Exercise objective —
Copy all the data exactly, except the pictures.

The records —
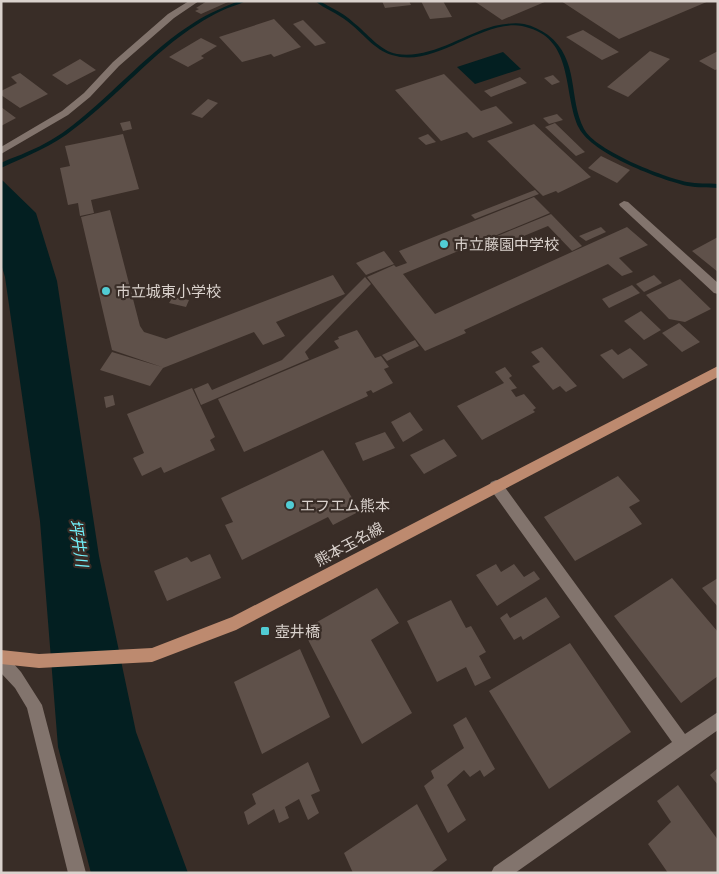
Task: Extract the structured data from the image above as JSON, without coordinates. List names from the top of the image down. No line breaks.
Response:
{"streets":{"main road":["熊本玉名線"]},"water":["坪井川"],"places":{"other":["市立藤園中学校","市立城東小学校","エフエム熊本"],"transit":["壺井橋"]}}
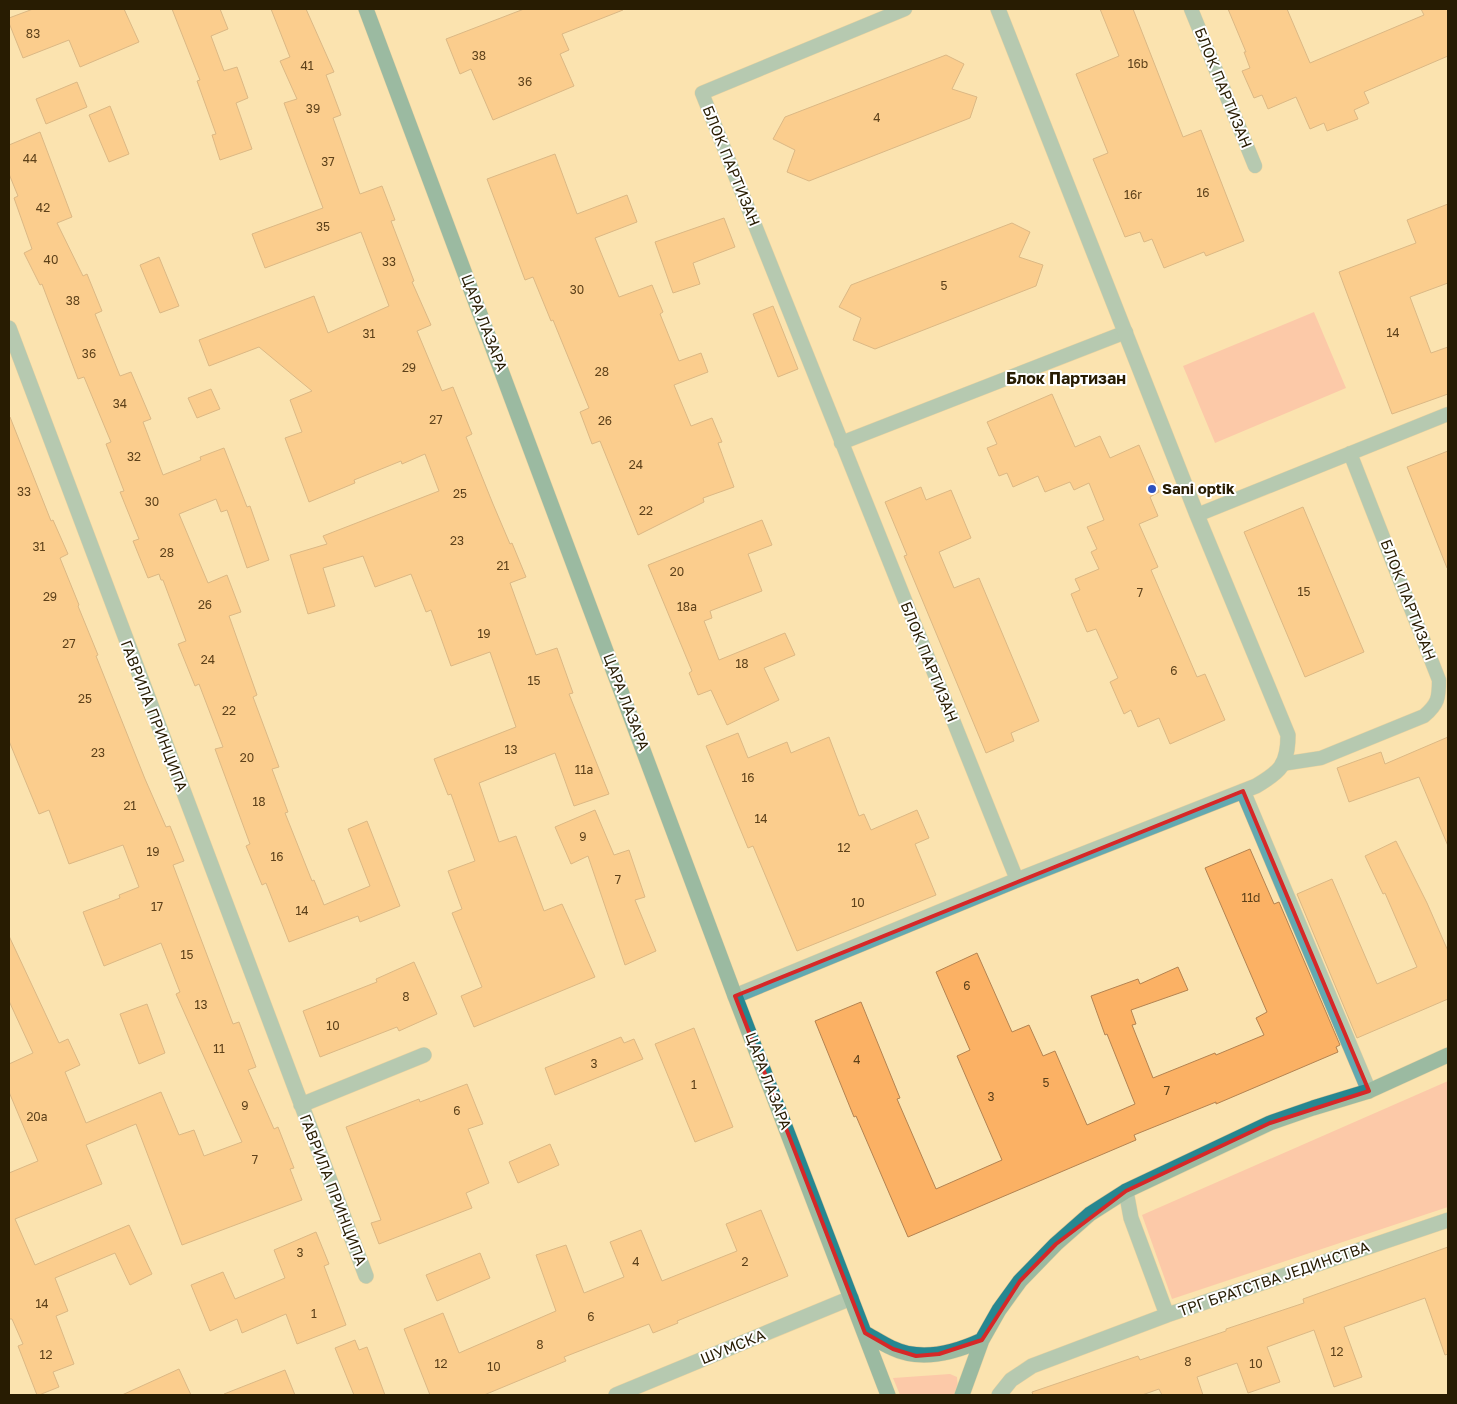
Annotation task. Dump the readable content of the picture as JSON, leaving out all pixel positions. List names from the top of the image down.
{
  "streets": {
    "main road": ["ЦАРА ЛАЗАРА"],
    "street": ["ГАВРИЛА ПРИНЦИПА", "ТРГ БРАТСТВА ЈЕДИНСТВА", "ШУМСКА"],
    "lane": ["БЛОК ПАРТИЗАН"]
  },
  "crossings": [
    ["ЦАРА ЛАЗАРА", "ШУМСКА"]
  ],
  "districts": ["Блок Партизан"],
  "places": ["Sani optik"],
  "house_numbers": [
    "83",
    "38",
    "16b",
    "41",
    "36",
    "39",
    "4",
    "44",
    "37",
    "16",
    "16r",
    "42",
    "35",
    "40",
    "33",
    "5",
    "30",
    "38",
    "14",
    "31",
    "36",
    "29",
    "28",
    "34",
    "27",
    "26",
    "32",
    "24",
    "33",
    "25",
    "30",
    "22",
    "23",
    "31",
    "28",
    "21",
    "20",
    "15",
    "7",
    "29",
    "26",
    "18a",
    "19",
    "27",
    "24",
    "18",
    "6",
    "15",
    "25",
    "22",
    "13",
    "23",
    "20",
    "11a",
    "16",
    "18",
    "21",
    "14",
    "9",
    "12",
    "19",
    "16",
    "7",
    "11d",
    "10",
    "17",
    "14",
    "15",
    "6",
    "8",
    "13",
    "10",
    "11",
    "4",
    "3",
    "5",
    "1",
    "7",
    "3",
    "9",
    "6",
    "20a",
    "7",
    "3",
    "4",
    "2",
    "14",
    "1",
    "6",
    "8",
    "12",
    "12",
    "8",
    "12",
    "10",
    "10"
  ]
}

Solution below —
Task: Extract the structured data from the image above as JSON, without coordinates. List names from the top of the image down. No line breaks.
Response:
{"streets":{"main road":["熊本玉名線"]},"water":["坪井川"],"places":{"other":["市立藤園中学校","市立城東小学校","エフエム熊本"],"transit":["壺井橋"]}}
Annotation task. Dump the readable content of the picture as JSON, leaving out all pixel positions. List names from the top of the image down.
{
  "streets": {
    "main road": ["ЦАРА ЛАЗАРА"],
    "street": ["ГАВРИЛА ПРИНЦИПА", "ТРГ БРАТСТВА ЈЕДИНСТВА", "ШУМСКА"],
    "lane": ["БЛОК ПАРТИЗАН"]
  },
  "crossings": [
    ["ЦАРА ЛАЗАРА", "ШУМСКА"]
  ],
  "districts": ["Блок Партизан"],
  "places": ["Sani optik"],
  "house_numbers": [
    "83",
    "38",
    "16b",
    "41",
    "36",
    "39",
    "4",
    "44",
    "37",
    "16",
    "16r",
    "42",
    "35",
    "40",
    "33",
    "5",
    "30",
    "38",
    "14",
    "31",
    "36",
    "29",
    "28",
    "34",
    "27",
    "26",
    "32",
    "24",
    "33",
    "25",
    "30",
    "22",
    "23",
    "31",
    "28",
    "21",
    "20",
    "15",
    "7",
    "29",
    "26",
    "18a",
    "19",
    "27",
    "24",
    "18",
    "6",
    "15",
    "25",
    "22",
    "13",
    "23",
    "20",
    "11a",
    "16",
    "18",
    "21",
    "14",
    "9",
    "12",
    "19",
    "16",
    "7",
    "11d",
    "10",
    "17",
    "14",
    "15",
    "6",
    "8",
    "13",
    "10",
    "11",
    "4",
    "3",
    "5",
    "1",
    "7",
    "3",
    "9",
    "6",
    "20a",
    "7",
    "3",
    "4",
    "2",
    "14",
    "1",
    "6",
    "8",
    "12",
    "12",
    "8",
    "12",
    "10",
    "10"
  ]
}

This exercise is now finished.